El 6 de mayo, los dieciséis estados del país acordaron relajar el confinamiento. El principio rector es la autonomía regional, conforme a la cual en términos generales cada estado está a cargo de su reapertura y solo tiene que seguir algunas directrices comunes. Hay una condición: si la cantidad de casos nuevos aumenta por encima de los 50 por cada 100.000 habitantes en el transcurso de siete días en alguna zona, las autoridades locales deben volver a implementar las restricciones.

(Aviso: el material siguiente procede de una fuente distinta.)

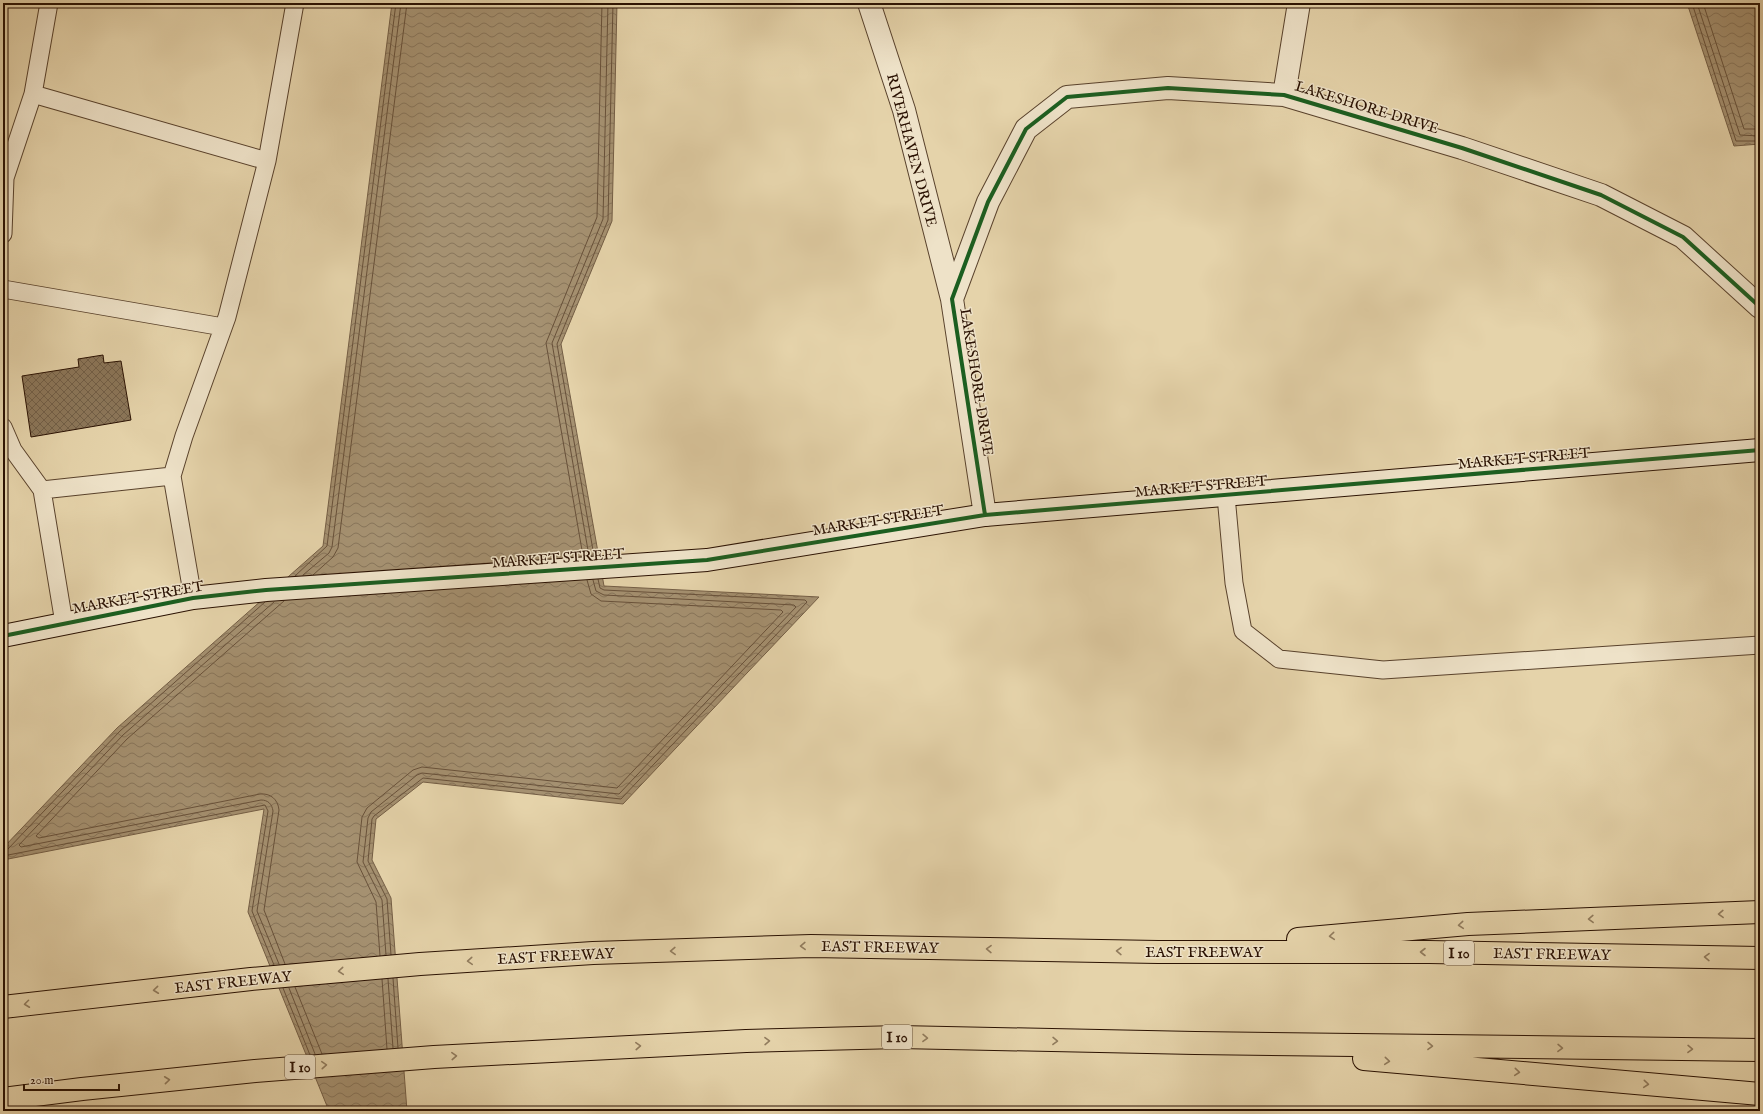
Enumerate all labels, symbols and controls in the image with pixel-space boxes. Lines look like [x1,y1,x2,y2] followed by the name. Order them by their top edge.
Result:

Los expertos no están de acuerdo con la lógica de la estrategia. “En lugar de dejar fuera de combate a todo el país con un cierre nacional, ahora tenemos en marcha un mejor sistema de supervisión y podemos reaccionar de manera regional”, comentó Greiner, quien está a favor de la estrategia. Sin embargo, Karl Lauterbach, legislador del Partido Socialdemócrata y epidemiólogo, está en desacuerdo. “La manera en que estamos saliendo de la cuarentena no es sistemática”, me dijo. Teme que cada estado intente superar a los demás mientras todos tratan de echar a andar las economías regionales y satisfacer el hambre de vivir de los electores.
Sin embargo, el verdadero problema es mucho más profundo. La economía está en desorden: 10,1 millones de alemanes han solicitado subsidios para el salario; muchos se han quedado sin empleo, en especial los que tenían trabajos precarios o en el sector de los servicios. Las proyecciones sugieren que la economía, que oficialmente ha entrado en recesión, se encogerá entre un seis y un veinte por ciento. La pérdida en los ingresos fiscales será considerable: de casi 100.000 millones de euros, o 108.000 millones de dólares, segúnun cálculo. Y la carga de la deuda del país se disparará.
La pregunta es quién pagará. Es probable que este dilema defina los próximos meses y años, y provoque una sucia guerra de cabildeo (en la medida en que las empresas compitan por concesiones, apoyo y contratos) y agitación política. El Partido Socialdemócrata quiere “cobrar impuestos a los ricos”, mientras se espera que los demócratas cristianos vuelvan a presentar su vieja idea de recortar los impuestos corporativos. Su coalición gubernamental podría fracturarse. Se avecinan más dificultades.
Así mismo, en este momento, demonios viejos y nuevos están sueltos en las calles. Apenas hace unas semanas, los alemanes miraban con desdén a los estadounidenses que a punta de pistola protestaban en contra del cierre de emergencia. No obstante, esa “schadenfreude” (la palabra en alemán para regodearse con el sufrimiento ajeno) duró poco. El 8 de mayo, miles de manifestantes —una amplia mezcla de extremistas, teóricos de la conspiración y ciudadanos comunes, apoyados en su mayoría por el partido populista de extrema derecha Alternativa para Alemania— salieron a las calles de las principales ciudades alemanas, como Berlín, Múnich y Stuttgart, para reclamar que sus derechos estaban amenazados y pregonar teorías conspirativas. El sábado, salieron a las calles de nuevo: 5000 se congregaron en Stuttgart y se vieron manifestaciones de menores proporciones en todo el país.
Los manifestantes hablaron por muy pocos: una evidente mayoría de la población respalda las restricciones. Sin embargo, es una amarga ironía que, en el breve momento reivindicatorio del país, todos los viejos conflictos estén resurgiendo. Eso hace que la unión inicial parezca superficial, producto de nuestros instintos de supervivencia más que de reflexión compasiva.
Así que, en lugar de solidaridad, tenemos lucha. En lugar de unidad, división. Parece que esta también es la nueva normalidad de Alemania.